I've implemented a variation of that rule that actually does incorporate an
error diffusion dithered heat diffusion with wrap-around (an elaboration of
the rule that Rudy calls HEATWAVE) in the upper bits of the cell, with the
critters running in the lower bits, injecting fractional heat pollution into
the system running in the upper bits. [3]

[3]
[http://www.donhopkins.com/home/CAM6/](http://www.donhopkins.com/home/CAM6/)

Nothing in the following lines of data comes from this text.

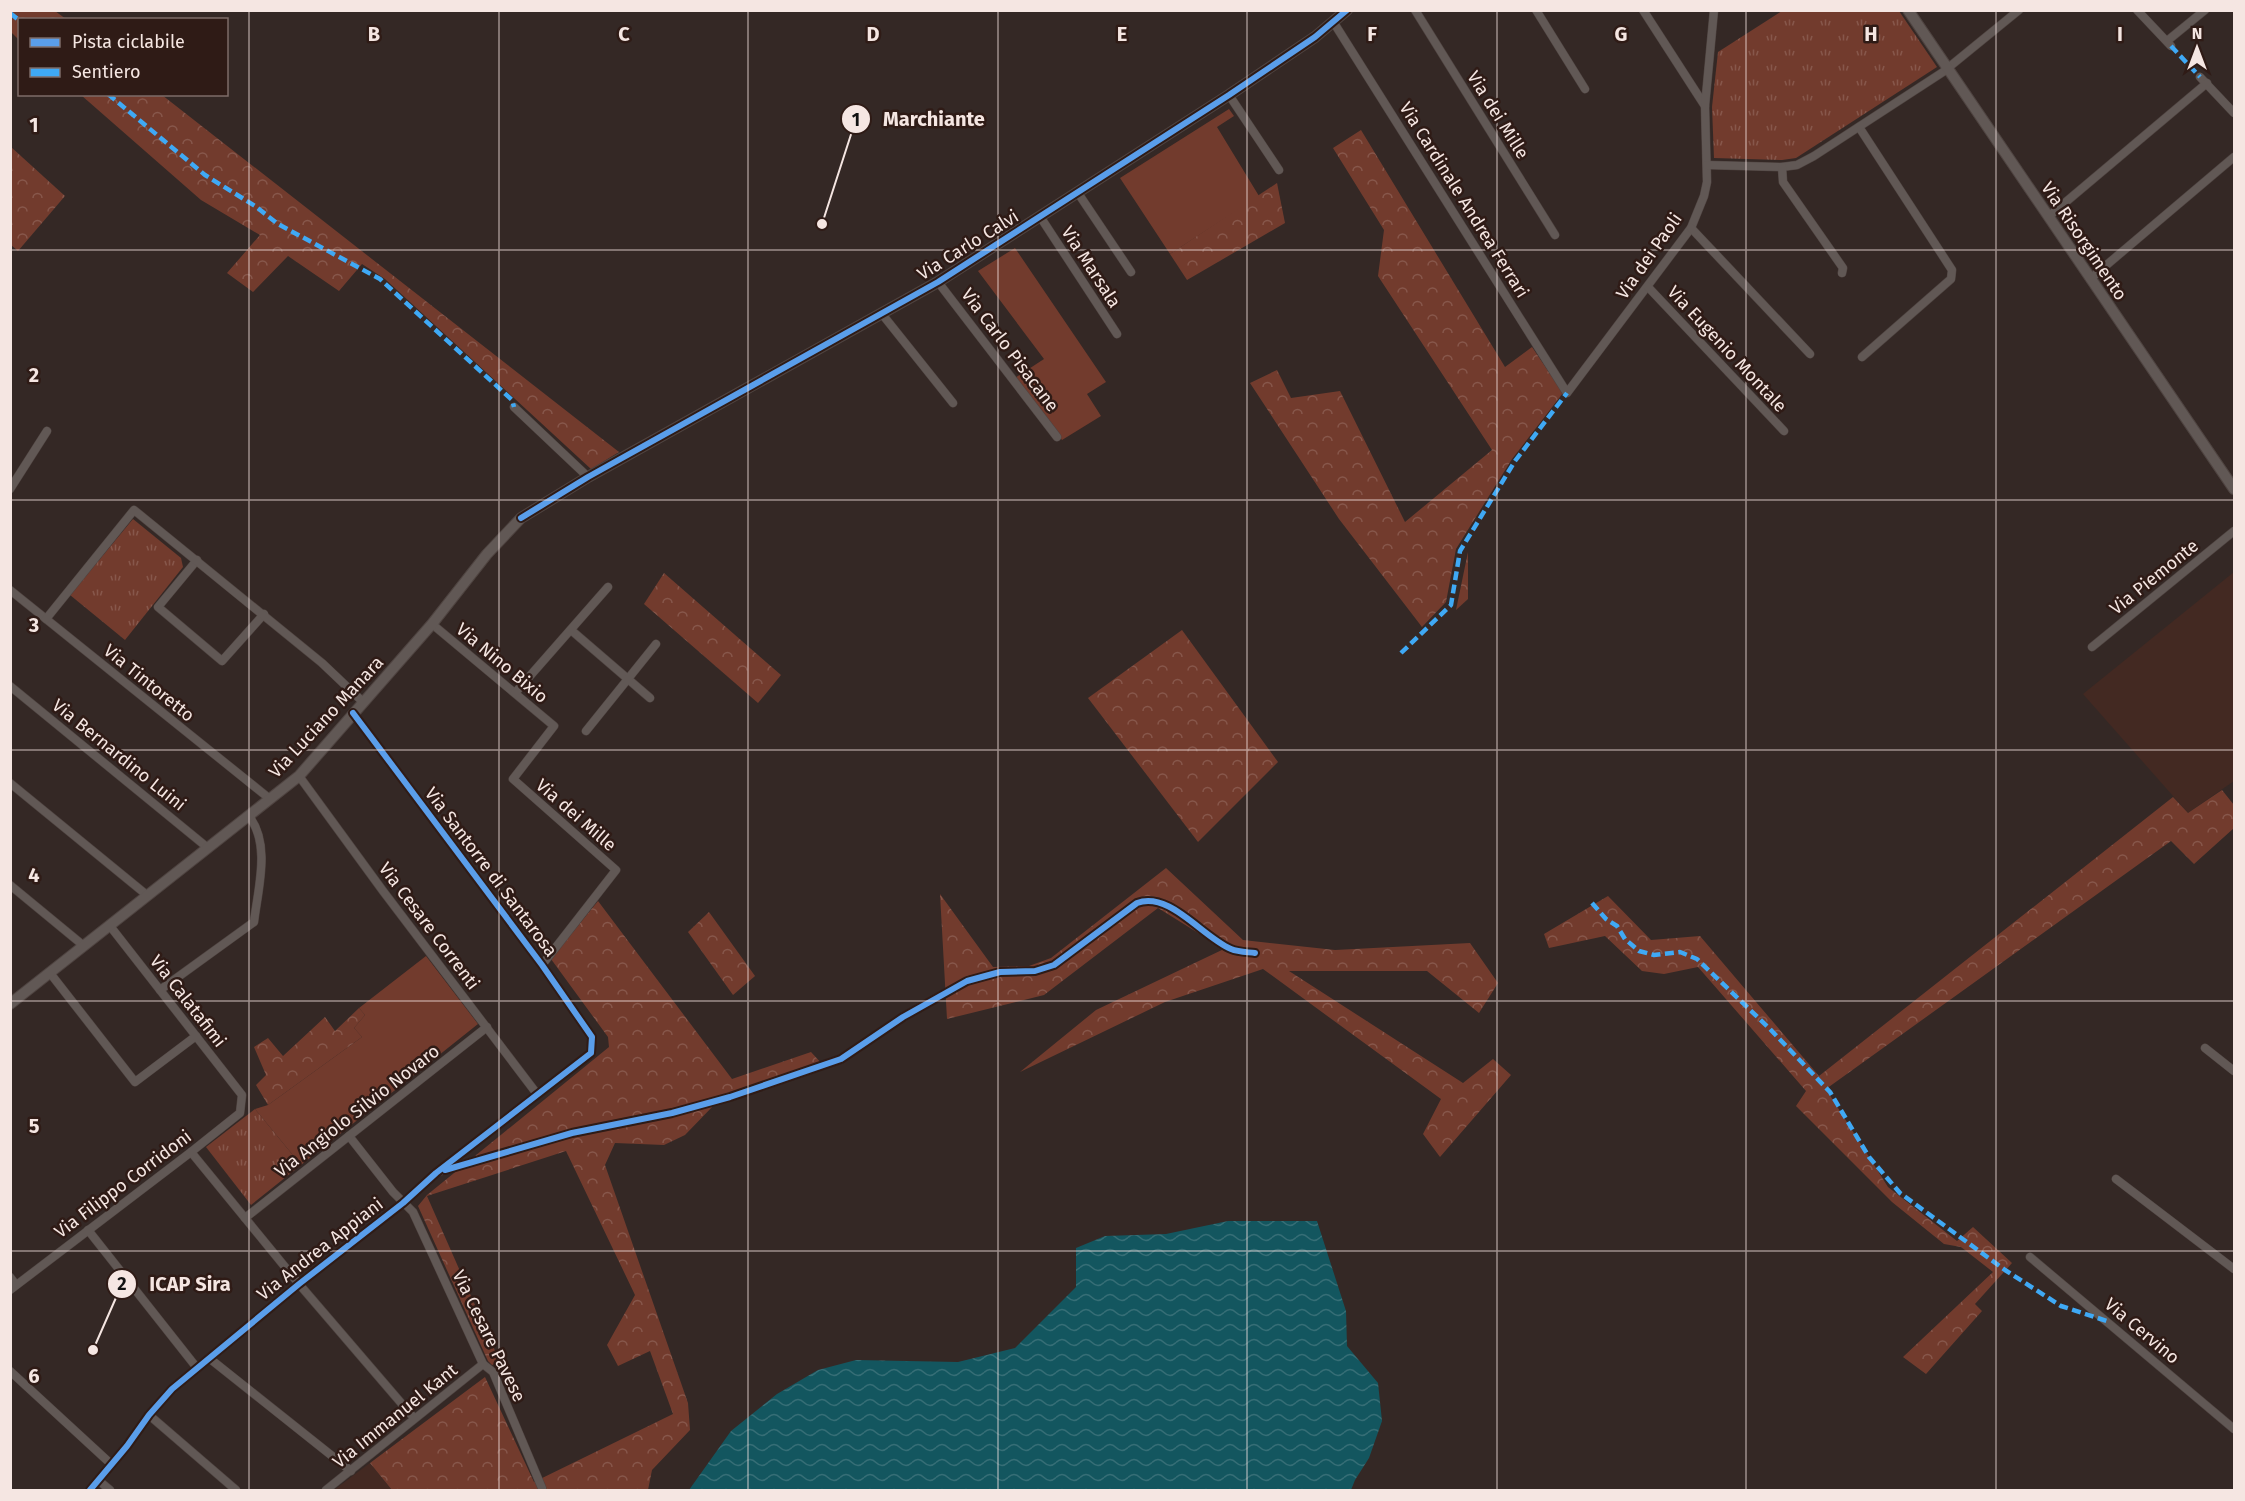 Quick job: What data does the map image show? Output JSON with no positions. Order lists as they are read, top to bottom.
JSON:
{
  "streets": {
    "street": [
      "Via dei Mille",
      "Via Cardinale Andrea Ferrari",
      "Via Risorgimento",
      "Via Carlo Calvi",
      "Via dei Paoli",
      "Via Marsala",
      "Via Eugenio Montale",
      "Via Carlo Pisacane",
      "Via Piemonte",
      "Via Nino Bixio",
      "Via Tintoretto",
      "Via Luciano Manara",
      "Via Bernardino Luini",
      "Via Santorre di Santarosa",
      "Via Cesare Correnti",
      "Via Calatafimi",
      "Via Angiolo Silvio Novaro",
      "Via Filippo Corridoni",
      "Via Andrea Appiani",
      "Via Cervino",
      "Via Cesare Pavese",
      "Via Immanuel Kant"
    ]
  },
  "crossings": [
    ["Via dei Mille", "Via Nino Bixio"],
    ["Via dei Mille", "Via Santorre di Santarosa"],
    ["Via Cardinale Andrea Ferrari", "Via Carlo Calvi"],
    ["Via Cardinale Andrea Ferrari", "Via dei Paoli"],
    ["Via Carlo Calvi", "Via Marsala"],
    ["Via Carlo Calvi", "Via Carlo Pisacane"],
    ["Via Carlo Calvi", "Via Luciano Manara"],
    ["Via dei Paoli", "Via Eugenio Montale"],
    ["Via Nino Bixio", "Via Luciano Manara"],
    ["Via Tintoretto", "Via Luciano Manara"],
    ["Via Luciano Manara", "Via Bernardino Luini"],
    ["Via Luciano Manara", "Via Santorre di Santarosa"],
    ["Via Luciano Manara", "Via Cesare Correnti"],
    ["Via Luciano Manara", "Via Calatafimi"],
    ["Via Santorre di Santarosa", "Via Andrea Appiani"],
    ["Via Cesare Correnti", "Via Angiolo Silvio Novaro"],
    ["Via Cesare Correnti", "Via Andrea Appiani"],
    ["Via Calatafimi", "Via Filippo Corridoni"],
    ["Via Angiolo Silvio Novaro", "Via Cesare Pavese"],
    ["Via Andrea Appiani", "Via Cesare Pavese"],
    ["Via Cesare Pavese", "Via Immanuel Kant"]
  ],
  "places": ["Marchiante", "ICAP Sira"],
  "legend": ["Pista ciclabile", "Sentiero"],
  "north": "top",
  "grid": {
    "columns": [
      "B",
      "C",
      "D",
      "E",
      "F",
      "G",
      "H",
      "I"
    ],
    "rows": [
      "1",
      "2",
      "3",
      "4",
      "5",
      "6"
    ]
  }
} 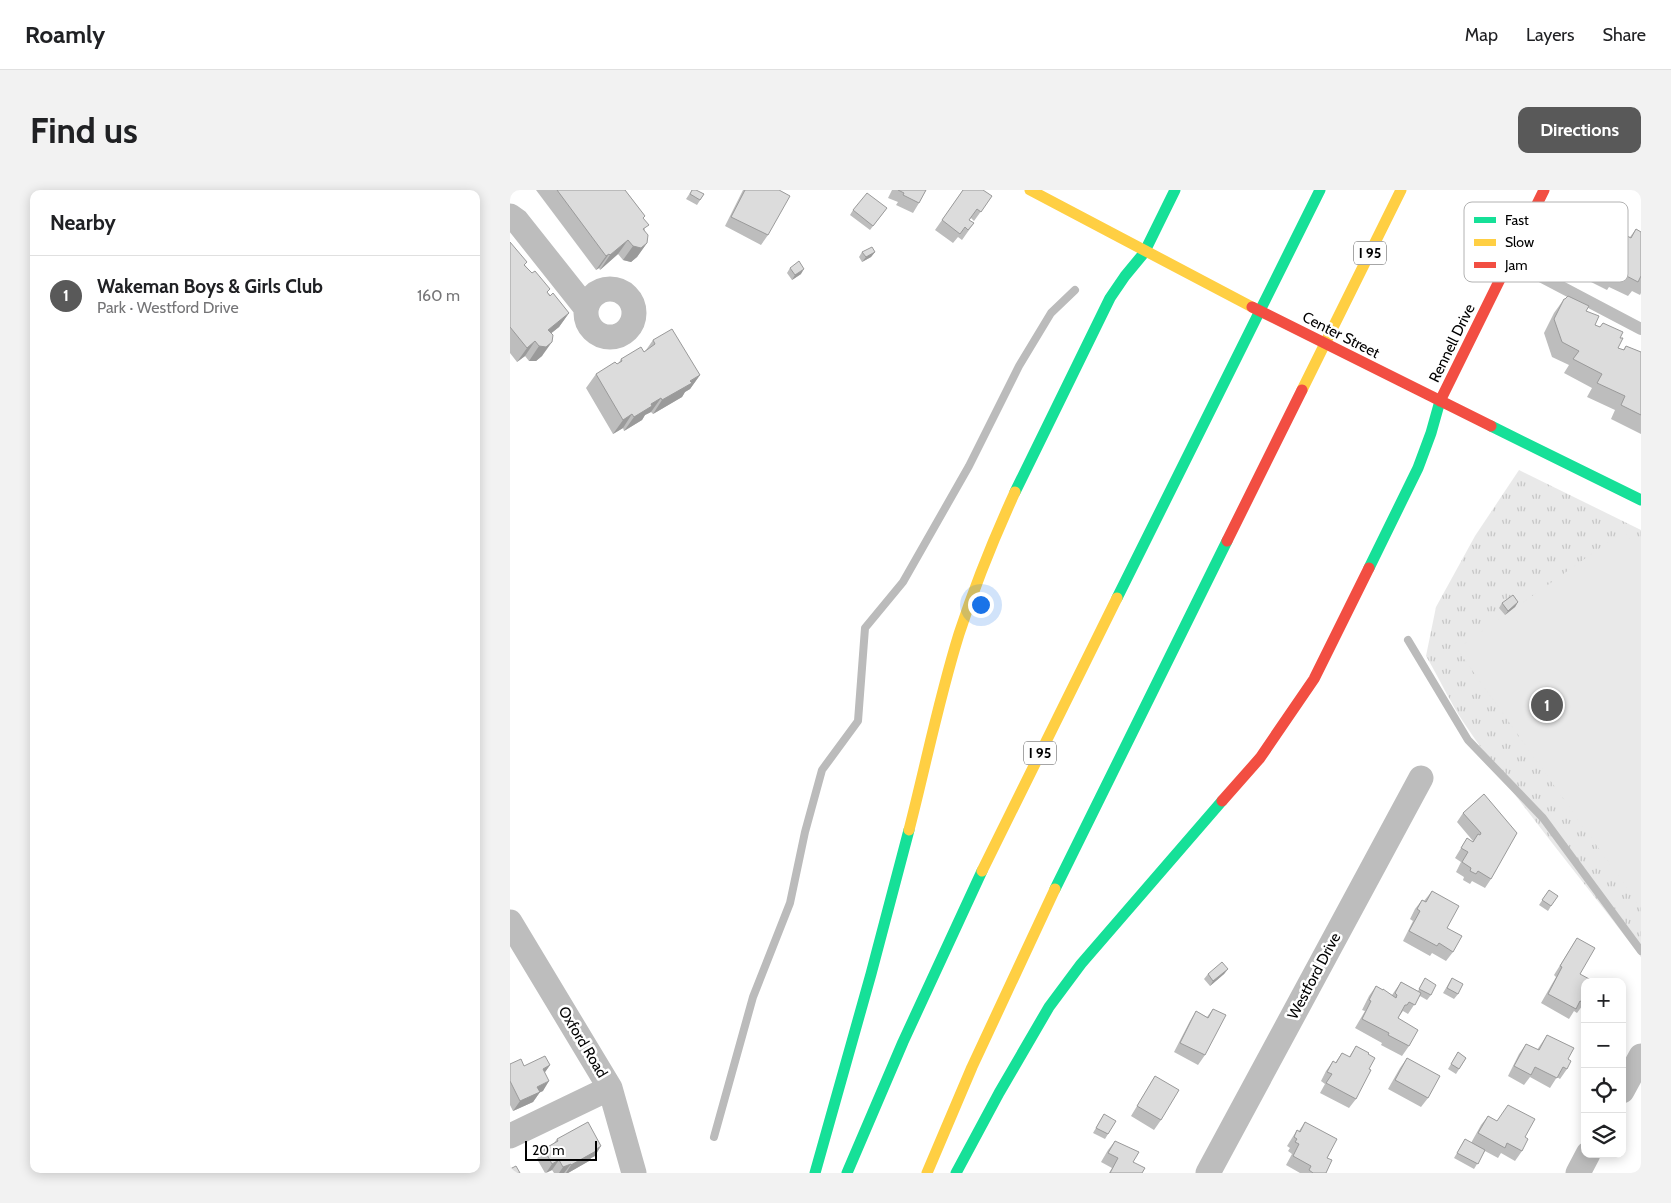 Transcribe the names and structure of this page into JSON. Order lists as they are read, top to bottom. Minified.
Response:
{"streets":{"main road":["I 95","Center Street","Rennell Drive"],"street":["Westford Drive","Oxford Road"]},"crossings":[["Center Street","Rennell Drive"]],"legend":["Fast","Slow","Jam"],"scale_bar":"20 m","page":{"header":"Roamly","nav":["Map","Layers","Share"],"buttons":"Directions","title":"Find us","heading":"Nearby","list":[{"mark":"1","name":"Wakeman Boys & Girls Club","note":"Park · Westford Drive","value":"160 m"}],"pins":"1","map_buttons":["+","−"],"scale":"20 m"}}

Use the mouse wheel to increase or decrease the entire heat of the system, to
make it wrap around, and notice how the life and brain creatures subtly effect
the heat diffusion -- think of it like the pollution layer in SimCity. Source:
[4]

[4]
[https://github.com/SimHacker/CAM6/blob/master/javascript/CAM...](https://github.com/SimHacker/CAM6/blob/master/javascript/CAM6.js#L3310)

------
rudyrucker
Yes, that is an uncredited photo of my CA rule, also known as Rudy's Ranch. By
the way, if you want the "real" story on Turing, check out my SF novel, TURING
& BURROUGHS, of 2012, available in paperback, ebook, and free CC ebook.
[http://www.rudyrucker.com/turingandburroughs/](http://www.rudyrucker.com/turingandburroughs/)

------
ics
Aside from the annoying blinking background, certain pieces of this site's
"CC-BY-SA" look like they were lifted straight from the now-defunct K10k
(Kaliber10000) site...
[http://www.cubancouncil.com/work/project/kaliber-10000](http://www.cubancouncil.com/work/project/kaliber-10000)
(see screenshots or archive.org)